◆ Task to complete: Would you please copy every line from the records that contains the word "linecap"?

◆ Available records:
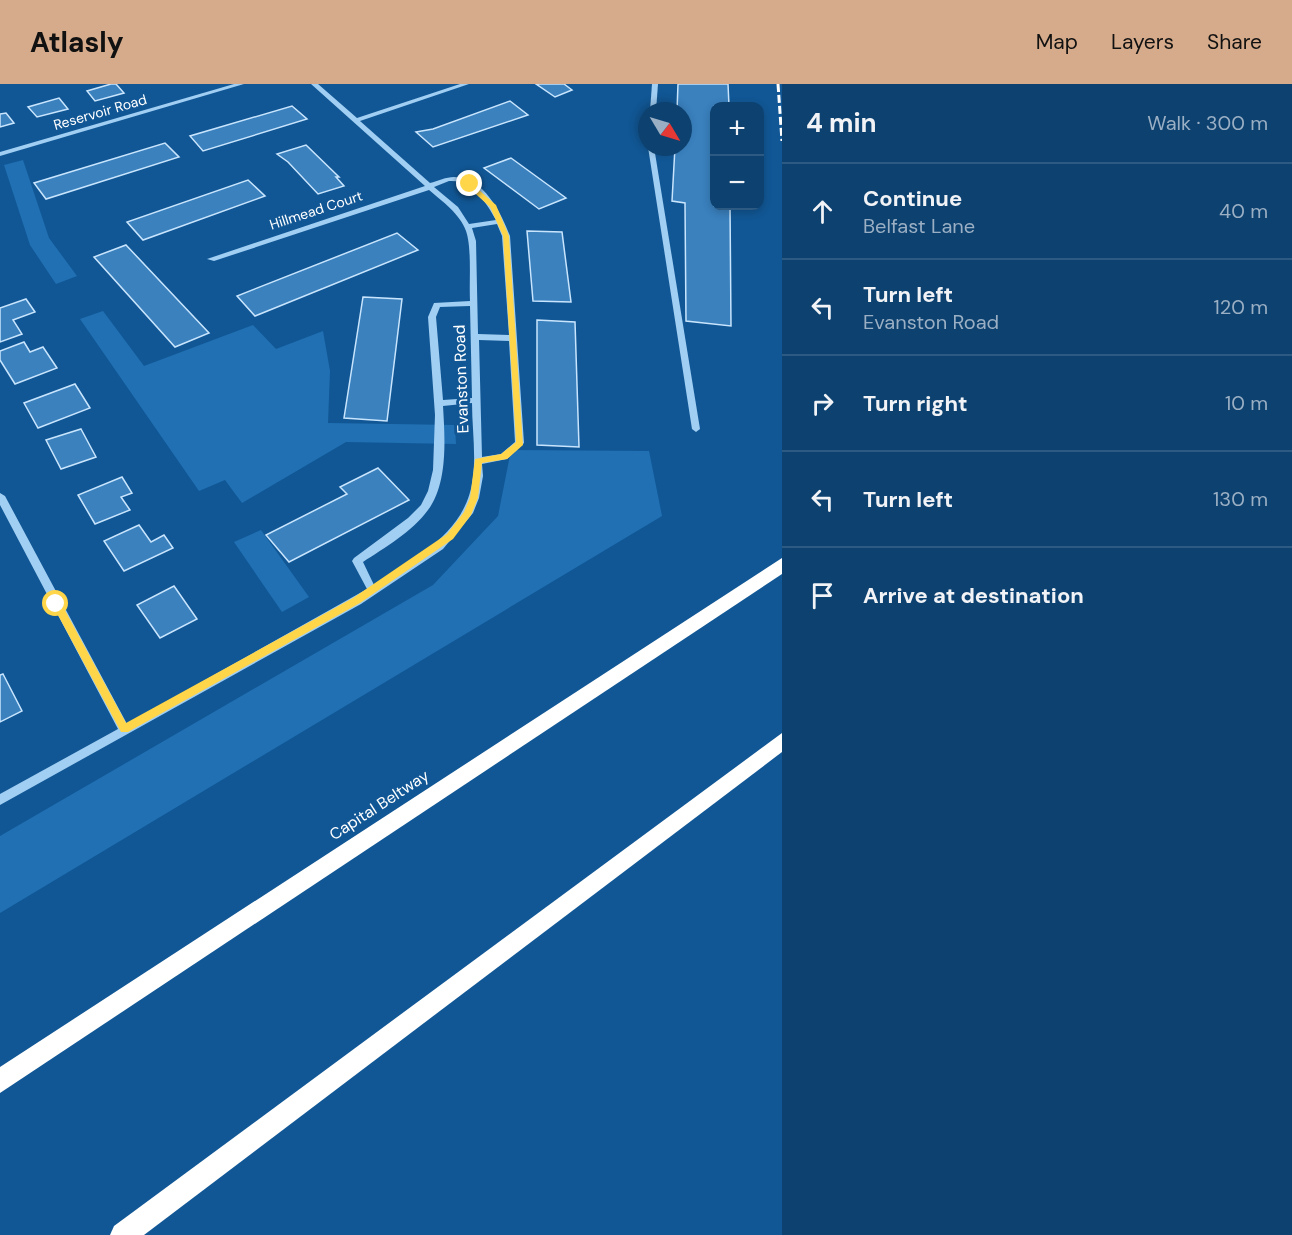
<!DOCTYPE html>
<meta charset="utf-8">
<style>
:root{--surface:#0d4170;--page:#164875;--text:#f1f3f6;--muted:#9aafc3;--line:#2d5a83;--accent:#d6ab8b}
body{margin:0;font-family:"DM Sans",sans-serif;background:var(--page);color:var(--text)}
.controls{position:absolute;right:18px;top:18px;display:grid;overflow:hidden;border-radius:12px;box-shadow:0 3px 9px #0003}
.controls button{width:54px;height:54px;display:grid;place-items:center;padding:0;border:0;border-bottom:2px solid var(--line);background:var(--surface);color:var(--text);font:30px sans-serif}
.compass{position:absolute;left:638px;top:18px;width:54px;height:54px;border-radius:50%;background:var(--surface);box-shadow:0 3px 9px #0003;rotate:128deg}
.stop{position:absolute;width:18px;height:18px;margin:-14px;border:4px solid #ffd54a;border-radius:50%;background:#fff}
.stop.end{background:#ffd54a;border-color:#fff;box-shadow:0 2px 6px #0008}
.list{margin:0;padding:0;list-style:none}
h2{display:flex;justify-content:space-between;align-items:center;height:78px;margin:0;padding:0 24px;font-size:26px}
h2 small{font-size:20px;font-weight:400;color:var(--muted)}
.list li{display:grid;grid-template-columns:39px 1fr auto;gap:18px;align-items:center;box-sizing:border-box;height:96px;padding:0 24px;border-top:2px solid var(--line)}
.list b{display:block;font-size:22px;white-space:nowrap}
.list p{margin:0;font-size:20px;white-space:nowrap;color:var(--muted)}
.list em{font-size:20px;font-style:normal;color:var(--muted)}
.icon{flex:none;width:33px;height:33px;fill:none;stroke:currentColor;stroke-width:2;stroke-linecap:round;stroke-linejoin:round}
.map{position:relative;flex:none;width:782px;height:1151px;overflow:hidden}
header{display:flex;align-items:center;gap:36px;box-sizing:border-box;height:84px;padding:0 30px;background:var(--accent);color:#111}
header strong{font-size:28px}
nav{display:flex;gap:33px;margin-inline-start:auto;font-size:21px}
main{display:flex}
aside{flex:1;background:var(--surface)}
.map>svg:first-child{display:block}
.green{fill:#2070b3}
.building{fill:#3a81be;stroke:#c9e5fd;stroke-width:1.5}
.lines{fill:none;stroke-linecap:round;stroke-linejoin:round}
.minor{fill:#a1cef3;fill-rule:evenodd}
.highway{fill:#fff;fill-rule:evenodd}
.rail{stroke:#fff;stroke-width:3;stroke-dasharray:8 3;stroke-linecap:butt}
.route{fill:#ffd54a}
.labels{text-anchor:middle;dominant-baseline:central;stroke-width:6;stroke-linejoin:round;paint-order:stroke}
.far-street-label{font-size:14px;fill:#fff;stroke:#115795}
.street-label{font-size:16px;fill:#fff;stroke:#115795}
</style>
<header>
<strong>Atlasly</strong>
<nav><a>Map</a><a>Layers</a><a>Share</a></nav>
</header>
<main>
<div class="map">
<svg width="782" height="1151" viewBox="0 0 782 1151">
<rect width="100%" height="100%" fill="#115795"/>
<g class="green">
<path d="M23 76 49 154 77 192 56 200 30 161 4 81Z"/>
<path d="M103 227 144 282 253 241 276 265 323 247 330 287 328 339 455 341 456 360 346 358 242 419 225 396 199 407 80 235Z"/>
<path d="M511 366 649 367 662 432 0 829V752L433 501 498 432Z"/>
<path d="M261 446 309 513 282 528 234 458Z"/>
</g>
<g class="building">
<path d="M111 0H116L124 9 95 17 87 7Z"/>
<path d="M536 0H564L572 6 555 13Z"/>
<path d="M678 0H728L729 22H714V122H730L731 242 686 237 685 119 672 117 675 63H683V27H677Z"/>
<path d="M59 14 68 25 37 33 28 23Z"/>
<path d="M510 17 528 31 433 63 416 48 433 45Z"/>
<path d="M292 22 307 35 203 67 190 52Z"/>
<path d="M6 29 14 39 0 43V30Z"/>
<path d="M165 59 179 73 46 115 34 99Z"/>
<path d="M306 61 339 93H336L344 102 318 110 288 78 277 70Z"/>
<path d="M511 74 566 114 539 125 484 84Z"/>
<path d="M248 96 265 112 143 156 127 138Z"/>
<path d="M527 147 562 148 571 218 533 217Z"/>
<path d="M397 149 418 166 255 232 237 212Z"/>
<path d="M126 161 209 249 175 263 94 173Z"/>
<path d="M363 213 402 215 387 337 344 334Z"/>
<path d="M26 215 35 228 13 236 22 250 0 258V224Z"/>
<path d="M537 236 575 238 579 363 537 361Z"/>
<path d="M24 258 30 268 43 263 57 284 15 300 0 276V267Z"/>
<path d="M75 300 90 324 38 344 24 319Z"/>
<path d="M81 345 96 373 61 385 46 356Z"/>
<path d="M378 384 409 416 289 478 266 451 347 410 340 403Z"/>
<path d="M122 393 132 409 121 413 130 426 95 440 78 411Z"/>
<path d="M139 441 151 458 164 451 173 464 124 487 104 457Z"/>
<path d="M174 502 197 535 160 554 137 521Z"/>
<path d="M3 590 22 627 0 638V591Z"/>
</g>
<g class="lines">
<g class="minor">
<path d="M234 0H244L0 72V68Z"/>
<path d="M311 0H318L357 34 460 0H469L360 37 430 99C438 97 446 93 454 93 484 93 501 129 510 152L524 359 507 375 482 380 483 392 479 414 473 429 443 465 361 520 0 721V710L118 645 0 421V409L5 412 127 640 367 505 352 477 354 474 408 434 421 421 428 407 433 386 435 331 428 233 434 219 470 217C469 198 472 164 466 147 460 130 442 117 429 106L214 177 207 175 425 102ZM449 97C472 95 486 118 496 136L469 140 458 123 434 103ZM497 140 502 152 509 251 478 250 476 157 472 144ZM470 222 472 314 443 316 436 233 440 223ZM479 256 509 257 515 358 501 370 482 373ZM472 319C472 343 476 369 473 393 467 449 416 473 374 501L363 478C384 464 412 448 428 426 448 399 445 355 443 322Z"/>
<path d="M652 0H658L656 27H650Z"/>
<path d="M648 63H654L700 345 696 348 692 345Z"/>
</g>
<g class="highway">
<path d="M782 474V490L0 1009V983Z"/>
<path d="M782 649V668L144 1151H110L114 1142Z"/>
</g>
<path class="rail" d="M778 0 782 57"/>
</g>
<path class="route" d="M470 98 496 121 509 152 523 361 507 375 482 379 478 414 471 431 453 455 360 519 128 648H121L52 520 53 517H60L126 639 353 514 447 450 464 428 470 414 475 375 501 370 516 358 503 152 490 123 467 102Z"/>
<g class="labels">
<g class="far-street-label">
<text transform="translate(100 28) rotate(-16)">Reservoir Road</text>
<text transform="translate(316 126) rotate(-18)">Hillmead Court</text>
</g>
<g class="street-label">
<text transform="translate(461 295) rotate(-92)">Evanston Road</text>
<text transform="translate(379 721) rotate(-33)">Capital Beltway</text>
</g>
</g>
</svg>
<div class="controls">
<button>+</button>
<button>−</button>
</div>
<svg class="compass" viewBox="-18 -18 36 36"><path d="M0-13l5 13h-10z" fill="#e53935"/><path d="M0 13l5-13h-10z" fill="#9aafc3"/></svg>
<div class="stop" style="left:56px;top:520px"></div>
<div class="stop end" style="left:470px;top:100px"></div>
</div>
<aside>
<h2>4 min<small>Walk · 300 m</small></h2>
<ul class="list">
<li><svg class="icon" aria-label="ahead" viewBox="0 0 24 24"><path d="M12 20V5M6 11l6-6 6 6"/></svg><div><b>Continue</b><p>Belfast Lane</p></div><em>40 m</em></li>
<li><svg class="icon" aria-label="left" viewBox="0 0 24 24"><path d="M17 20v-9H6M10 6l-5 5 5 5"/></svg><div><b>Turn left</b><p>Evanston Road</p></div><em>120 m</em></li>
<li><svg class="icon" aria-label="right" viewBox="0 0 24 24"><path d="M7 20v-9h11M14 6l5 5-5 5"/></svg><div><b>Turn right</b></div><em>10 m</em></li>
<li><svg class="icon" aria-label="left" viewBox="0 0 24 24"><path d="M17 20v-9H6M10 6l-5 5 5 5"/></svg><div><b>Turn left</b></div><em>130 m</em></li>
<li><svg class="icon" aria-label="arrive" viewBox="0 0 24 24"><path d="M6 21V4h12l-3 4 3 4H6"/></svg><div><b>Arrive at destination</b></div></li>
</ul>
</aside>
</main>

◆ Task result:
.icon{flex:none;width:33px;height:33px;fill:none;stroke:currentColor;stroke-width:2;stroke-linecap:round;stroke-linejoin:round}
.lines{fill:none;stroke-linecap:round;stroke-linejoin:round}
.rail{stroke:#fff;stroke-width:3;stroke-dasharray:8 3;stroke-linecap:butt}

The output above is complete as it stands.